Results: A total of 60 men with a median age of 24 years (range, 15–60) were reported as having PAIS at the time of data collection. Of these 60, 37 (62%) had a confirmed AR mutation. Of those with a confirmed AR mutation, median external masculinisation scores at first and last presentation were seven and nine (3–12), respectively. Median FSH levels at first and last presentation were 2.0 IU/l (0.1–50) and 5.2 IU/l (1.15–89) respectively. Median LH at first and last presentation were 4.8 IU/l (0.04–36) and 9.3 IU/l (1.15–89). 18 (49%) of these men received testosterone therapy at some point between diagnosis and data collection. Regards surgical intervention, 7 (19%) had 1 or 2 hypospadias operations in childhood, whilst 7 (19%) had >2 hypospadias operations. Two (5%) and 11 (30%) males, had unilateral orchidopexy and bilateral orchidopexy, respectively. Although, gynaecomastia was a universal finding, 4 (11%) required mastectomy. Only one subject (2%) was reported to have required treatment for testicular cancer.

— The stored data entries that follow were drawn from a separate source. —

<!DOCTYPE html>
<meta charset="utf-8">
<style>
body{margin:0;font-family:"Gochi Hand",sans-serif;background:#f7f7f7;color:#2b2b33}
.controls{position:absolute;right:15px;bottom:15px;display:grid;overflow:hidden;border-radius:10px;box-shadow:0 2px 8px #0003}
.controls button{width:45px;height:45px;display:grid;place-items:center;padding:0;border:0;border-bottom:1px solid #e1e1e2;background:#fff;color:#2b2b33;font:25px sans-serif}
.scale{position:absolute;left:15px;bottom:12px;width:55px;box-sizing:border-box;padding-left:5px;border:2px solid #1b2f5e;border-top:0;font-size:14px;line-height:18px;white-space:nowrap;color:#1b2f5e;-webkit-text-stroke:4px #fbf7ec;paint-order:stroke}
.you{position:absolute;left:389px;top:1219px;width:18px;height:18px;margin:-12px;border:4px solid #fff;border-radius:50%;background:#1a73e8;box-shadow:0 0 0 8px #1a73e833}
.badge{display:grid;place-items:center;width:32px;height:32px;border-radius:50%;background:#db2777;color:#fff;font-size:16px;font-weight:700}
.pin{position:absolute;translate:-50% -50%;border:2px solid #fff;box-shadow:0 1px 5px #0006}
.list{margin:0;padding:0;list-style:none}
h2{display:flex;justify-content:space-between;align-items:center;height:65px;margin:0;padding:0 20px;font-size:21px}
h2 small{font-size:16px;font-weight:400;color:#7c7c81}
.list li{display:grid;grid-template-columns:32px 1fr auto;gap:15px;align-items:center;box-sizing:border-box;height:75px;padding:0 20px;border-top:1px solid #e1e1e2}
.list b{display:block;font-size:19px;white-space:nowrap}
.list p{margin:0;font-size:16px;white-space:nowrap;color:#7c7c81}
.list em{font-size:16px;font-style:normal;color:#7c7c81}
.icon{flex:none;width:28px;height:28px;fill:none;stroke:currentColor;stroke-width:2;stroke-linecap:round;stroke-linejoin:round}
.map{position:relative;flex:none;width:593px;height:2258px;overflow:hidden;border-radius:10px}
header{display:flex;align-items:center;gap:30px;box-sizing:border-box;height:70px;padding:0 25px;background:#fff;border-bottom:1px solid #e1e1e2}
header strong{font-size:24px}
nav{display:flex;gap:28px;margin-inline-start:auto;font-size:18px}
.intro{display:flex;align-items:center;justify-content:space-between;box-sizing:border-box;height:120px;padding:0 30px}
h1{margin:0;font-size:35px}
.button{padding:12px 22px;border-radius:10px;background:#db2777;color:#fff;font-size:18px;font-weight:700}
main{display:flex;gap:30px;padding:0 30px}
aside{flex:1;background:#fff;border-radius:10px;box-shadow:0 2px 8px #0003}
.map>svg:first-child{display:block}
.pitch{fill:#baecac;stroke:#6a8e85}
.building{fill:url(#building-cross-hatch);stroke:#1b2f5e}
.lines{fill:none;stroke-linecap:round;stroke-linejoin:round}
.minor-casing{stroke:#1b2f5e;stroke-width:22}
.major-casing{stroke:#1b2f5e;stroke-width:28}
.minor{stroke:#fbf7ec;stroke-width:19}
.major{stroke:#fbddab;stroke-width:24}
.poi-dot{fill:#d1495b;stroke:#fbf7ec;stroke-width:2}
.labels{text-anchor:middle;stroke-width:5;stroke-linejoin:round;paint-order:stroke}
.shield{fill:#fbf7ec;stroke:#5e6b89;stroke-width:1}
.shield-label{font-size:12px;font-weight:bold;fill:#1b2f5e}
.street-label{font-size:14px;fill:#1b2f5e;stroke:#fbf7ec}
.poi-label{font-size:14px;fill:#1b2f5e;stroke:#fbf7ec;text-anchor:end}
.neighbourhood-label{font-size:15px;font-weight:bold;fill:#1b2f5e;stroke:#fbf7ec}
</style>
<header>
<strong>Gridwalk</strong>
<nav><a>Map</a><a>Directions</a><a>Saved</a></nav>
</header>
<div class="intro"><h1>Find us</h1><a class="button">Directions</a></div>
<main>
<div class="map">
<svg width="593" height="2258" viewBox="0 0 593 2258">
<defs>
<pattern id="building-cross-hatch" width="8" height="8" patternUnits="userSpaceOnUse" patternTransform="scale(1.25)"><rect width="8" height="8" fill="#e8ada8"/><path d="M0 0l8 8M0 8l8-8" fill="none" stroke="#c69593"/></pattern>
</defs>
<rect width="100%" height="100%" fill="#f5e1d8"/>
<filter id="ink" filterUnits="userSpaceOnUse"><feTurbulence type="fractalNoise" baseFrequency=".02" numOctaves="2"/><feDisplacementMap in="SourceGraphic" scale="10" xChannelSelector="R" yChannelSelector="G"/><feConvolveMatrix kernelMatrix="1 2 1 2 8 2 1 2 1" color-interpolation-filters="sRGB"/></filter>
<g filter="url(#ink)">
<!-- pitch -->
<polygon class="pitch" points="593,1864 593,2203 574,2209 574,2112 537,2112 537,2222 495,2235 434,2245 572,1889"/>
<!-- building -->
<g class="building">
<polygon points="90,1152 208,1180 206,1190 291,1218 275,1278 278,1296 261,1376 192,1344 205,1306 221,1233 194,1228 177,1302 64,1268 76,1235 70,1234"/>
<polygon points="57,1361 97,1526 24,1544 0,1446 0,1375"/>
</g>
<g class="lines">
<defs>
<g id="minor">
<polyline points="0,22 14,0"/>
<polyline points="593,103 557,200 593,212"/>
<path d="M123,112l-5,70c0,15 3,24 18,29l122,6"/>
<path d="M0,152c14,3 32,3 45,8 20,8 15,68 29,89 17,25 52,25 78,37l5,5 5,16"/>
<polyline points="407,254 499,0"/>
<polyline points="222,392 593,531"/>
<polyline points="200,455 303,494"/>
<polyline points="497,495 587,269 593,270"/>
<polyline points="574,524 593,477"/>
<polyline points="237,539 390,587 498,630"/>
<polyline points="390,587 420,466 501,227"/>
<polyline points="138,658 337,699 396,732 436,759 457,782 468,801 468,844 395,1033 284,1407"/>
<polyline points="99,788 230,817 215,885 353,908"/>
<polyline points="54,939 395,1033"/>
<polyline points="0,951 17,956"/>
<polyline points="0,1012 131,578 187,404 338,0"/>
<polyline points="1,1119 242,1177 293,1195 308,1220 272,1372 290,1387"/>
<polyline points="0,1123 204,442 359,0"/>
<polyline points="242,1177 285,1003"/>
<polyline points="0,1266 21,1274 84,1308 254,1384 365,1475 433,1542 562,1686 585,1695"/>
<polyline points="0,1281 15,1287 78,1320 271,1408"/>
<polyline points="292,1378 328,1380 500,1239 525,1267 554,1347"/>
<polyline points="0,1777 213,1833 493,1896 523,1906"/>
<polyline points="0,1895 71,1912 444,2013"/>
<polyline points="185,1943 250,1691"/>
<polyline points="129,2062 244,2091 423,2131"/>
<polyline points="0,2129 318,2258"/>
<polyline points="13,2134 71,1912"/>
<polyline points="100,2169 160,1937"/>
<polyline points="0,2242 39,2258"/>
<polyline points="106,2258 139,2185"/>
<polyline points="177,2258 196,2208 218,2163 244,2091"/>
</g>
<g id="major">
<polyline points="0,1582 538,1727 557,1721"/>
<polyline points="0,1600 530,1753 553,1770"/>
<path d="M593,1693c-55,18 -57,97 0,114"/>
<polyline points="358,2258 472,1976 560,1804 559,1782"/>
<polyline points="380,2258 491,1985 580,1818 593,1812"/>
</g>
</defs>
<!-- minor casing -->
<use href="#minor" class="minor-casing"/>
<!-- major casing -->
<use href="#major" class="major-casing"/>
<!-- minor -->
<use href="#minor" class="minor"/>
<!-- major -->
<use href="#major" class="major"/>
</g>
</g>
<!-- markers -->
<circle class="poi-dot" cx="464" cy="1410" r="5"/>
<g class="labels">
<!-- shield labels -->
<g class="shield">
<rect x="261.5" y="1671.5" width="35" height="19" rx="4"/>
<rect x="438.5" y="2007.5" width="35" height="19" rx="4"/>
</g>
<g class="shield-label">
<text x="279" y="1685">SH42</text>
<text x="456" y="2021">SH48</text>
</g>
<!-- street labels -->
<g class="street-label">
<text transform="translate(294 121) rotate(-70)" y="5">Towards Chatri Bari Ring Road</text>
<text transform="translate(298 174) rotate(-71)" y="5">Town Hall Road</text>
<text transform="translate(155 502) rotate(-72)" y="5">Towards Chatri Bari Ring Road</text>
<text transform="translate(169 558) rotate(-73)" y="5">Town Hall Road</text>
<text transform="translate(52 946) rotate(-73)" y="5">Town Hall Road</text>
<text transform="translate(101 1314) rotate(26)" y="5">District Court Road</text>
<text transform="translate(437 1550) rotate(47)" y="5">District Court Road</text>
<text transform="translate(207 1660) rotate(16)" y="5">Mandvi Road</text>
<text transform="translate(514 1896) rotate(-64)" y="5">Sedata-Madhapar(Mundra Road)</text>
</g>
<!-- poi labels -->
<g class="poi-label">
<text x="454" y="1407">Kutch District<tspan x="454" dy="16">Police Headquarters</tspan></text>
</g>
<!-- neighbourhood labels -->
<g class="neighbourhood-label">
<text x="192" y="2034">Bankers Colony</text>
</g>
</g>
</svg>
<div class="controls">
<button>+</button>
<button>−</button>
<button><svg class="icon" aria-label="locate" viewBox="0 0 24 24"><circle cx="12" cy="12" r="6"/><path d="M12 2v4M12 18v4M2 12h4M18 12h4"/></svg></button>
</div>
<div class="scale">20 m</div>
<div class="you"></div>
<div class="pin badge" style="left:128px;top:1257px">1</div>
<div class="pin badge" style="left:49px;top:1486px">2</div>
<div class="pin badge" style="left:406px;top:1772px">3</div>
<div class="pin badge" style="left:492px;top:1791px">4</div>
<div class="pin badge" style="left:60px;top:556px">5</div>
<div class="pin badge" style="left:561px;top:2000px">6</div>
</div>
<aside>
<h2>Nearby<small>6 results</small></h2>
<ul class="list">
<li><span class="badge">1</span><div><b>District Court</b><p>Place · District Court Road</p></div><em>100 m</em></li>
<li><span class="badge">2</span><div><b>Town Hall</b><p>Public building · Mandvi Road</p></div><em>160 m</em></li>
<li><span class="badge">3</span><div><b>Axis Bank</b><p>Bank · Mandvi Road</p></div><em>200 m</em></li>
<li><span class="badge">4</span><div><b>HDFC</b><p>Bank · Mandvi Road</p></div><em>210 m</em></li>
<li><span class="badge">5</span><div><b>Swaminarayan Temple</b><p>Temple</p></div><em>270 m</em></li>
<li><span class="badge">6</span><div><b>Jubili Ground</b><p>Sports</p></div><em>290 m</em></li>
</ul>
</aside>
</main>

Conclusion: Over 50% of boys with PAIS and a confirmed AR mutation virilise without the need for testosterone therapy but many have a high likelihood of multiple operations for hypospadias and biochemical evidence of primary gonadal failure in adulthood. Gynaecomastia that is severe enough to require mastectomy is not uncommon. These data will aid in the long-term management of boys and men with PAIS and a confirmed AR mutation.

Funding: International DSD Registry Travel Grant.